Aw: Re: debian med packages in the ELIXIR registry

To: "Hervé Ménager" <hmenager@pasteur.fr>
Cc: debian-med@lists.debian.org
Subject: Aw: Re: debian med packages in the ELIXIR registry
From: "Steffen Möller" <steffen_moeller@gmx.de>
Date: Wed, 4 Feb 2015 14:22:42 +0100
Message-id: <[🔎] trinity-24ceebbe-c21e-429c-9fde-c4bfc4cb892b-1423056162434@3capp-gmx-bs67>
In-reply-to: <[🔎] 20150204104344.GD5688@an3as.eu>
References: <[🔎] CAKMTKZJ2rrvQ66bbU_fvLsY_LGsPjLixry1JoC3-7BZSuu969A@mail.gmail.com>, <[🔎] 20150204104344.GD5688@an3as.eu>

Hello Andreas,

> Hi Hervé,
> 
> thanks for your explanation.  When I wrote my previous mail in response
> to Steffen I have not yet read this since I'm reading usually
> thread-based.

I had also replied to the initial thread while Hervé's introduction
came arrived in my inbox :)
 
> On Wed, Feb 04, 2015 at 08:46:07AM +0000, Hervé Ménager wrote:
> > Dear all,
> > 
> > As some of you already know, the ELIXIR registry (
> > http://elixir-registry.cbs.dtu.dk) is a project that aims at gathering an
> > extensive list of bioinformatics tools and services, and publish them as a
> > web-based database where users can search and locate relevant
> > bioinformatics resources. There is a work, initiated by Steffen Möller and
> > Tim Booth, to enable the automatic registration of debian-med packages as
> > resources in this registry. I worked a bit with Steffen and Tim on this
> > interface during the debian-med sprint.
> 
> Thanks for working on this.

And please also all have a look at
https://lists.debian.org/debian-med/2014/11/msg00070.html
  
> > The way it is currently done a new metadata file, called edam (for now), in
> > the "upstream" directory of the package source, contains additional
> > information not present in other files such as metadata, control, etc. The
> > script parses all these files to produce a JSON file used to register the
> > debian package in the registry. However, there are, as Andreas pointed out
> > today, at least two problems with this approach:
> > - it includes the creation of an additional file to store information,
> > potentially breaking downstream operations where this file is unexpected,
> 
> I think this is not a problem.  As Charles said in my response he just
> needed to do a "minimum diff upload" to get an RC bug fix accepted by
> the release team.  Dumping another file into debian/upstream would
> otherwise be considered harmless.  My major point was that the effort
> itself will be more successful if you point people to it in advance to
> let them contribute to this effort as well.

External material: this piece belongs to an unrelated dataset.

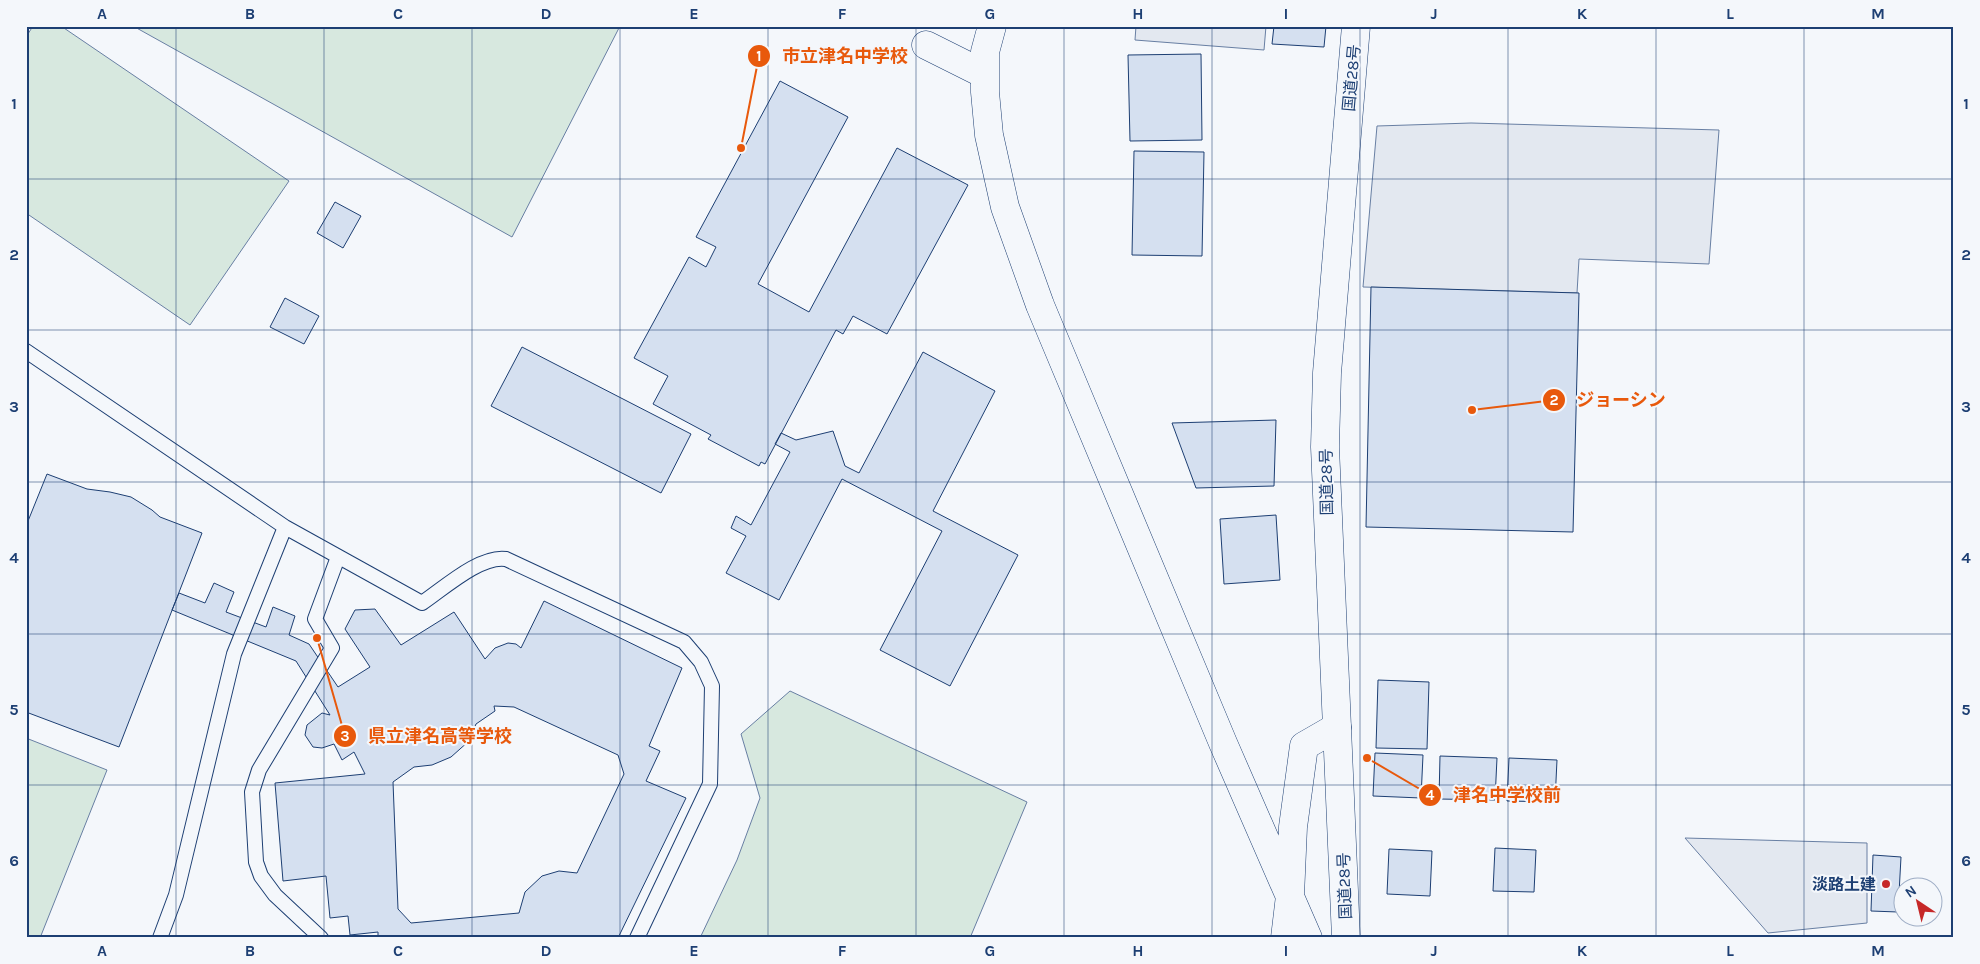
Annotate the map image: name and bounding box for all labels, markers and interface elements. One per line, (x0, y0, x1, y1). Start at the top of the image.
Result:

The placing was yet only technically motivated, not socially, and, yes, 
of course, sure, certainly, ...

> > - it requires parsing multiple files with different formats, long and
> > cumbersome task...
> > As a complete stranger to the debian packaging process, I would like
> > your opinion on these points:
> > - should we create this additional file or add the information in
> > another existing files? The goal here is obviously to reduce the
> > number of files which have to be edited, while minimizing the risk of
> > breaking anything in the packaging architecture.
> 
> The debian/upstream dir itself is quite new and not yet used by many
> teams.  Charles started it for injecting publication data and over time
> and is documented in the Wiki[1].  I'm personally not sure whether we
> should invent a new file (edam) there or whether it is fine to use the
> just existing metadata file for this kind of information.  It mainly
> depends from the planed application and the way it should be maintained.

I expressed my strong preference for the separate file. At the sprint
I supported the concept to have an option to have multiple such files
when there are multiple packages that differ significantly in what
these provide.

> > - should we try, rather than parsing these files, to retrieve
> > the information from the UDD? I'd personally prefer this option to the
> > "parse n files" one, but it would also require to add the new information
> > to the DB.
> 
> At some point in time the n files need to be parsed.  However, this
> is a solved problem for debian/upstream/metadata.  For the moment I
> just extract the Reference data from it but I also intend to take over
> fields Cite-As, Funding and others.  The decision what field is parsed
> from my point of view is application-driven:  I needed to put the
> ciatation data (field "Reference") online on the tasks pages and thus
> I spendet my time to do the needed work.  So if we have a reasonable
> application for further data we should invent a sensible table layout
> and import these data.  From my point of view we can thus put edam
> data right into the metadata file (*after* documenting it on the Wiki
> page[1]) or we can add another file (*and* create an according Wiki
> page).  It would be simple to gather also these additional files in
> the same job as other machine readable files are processed.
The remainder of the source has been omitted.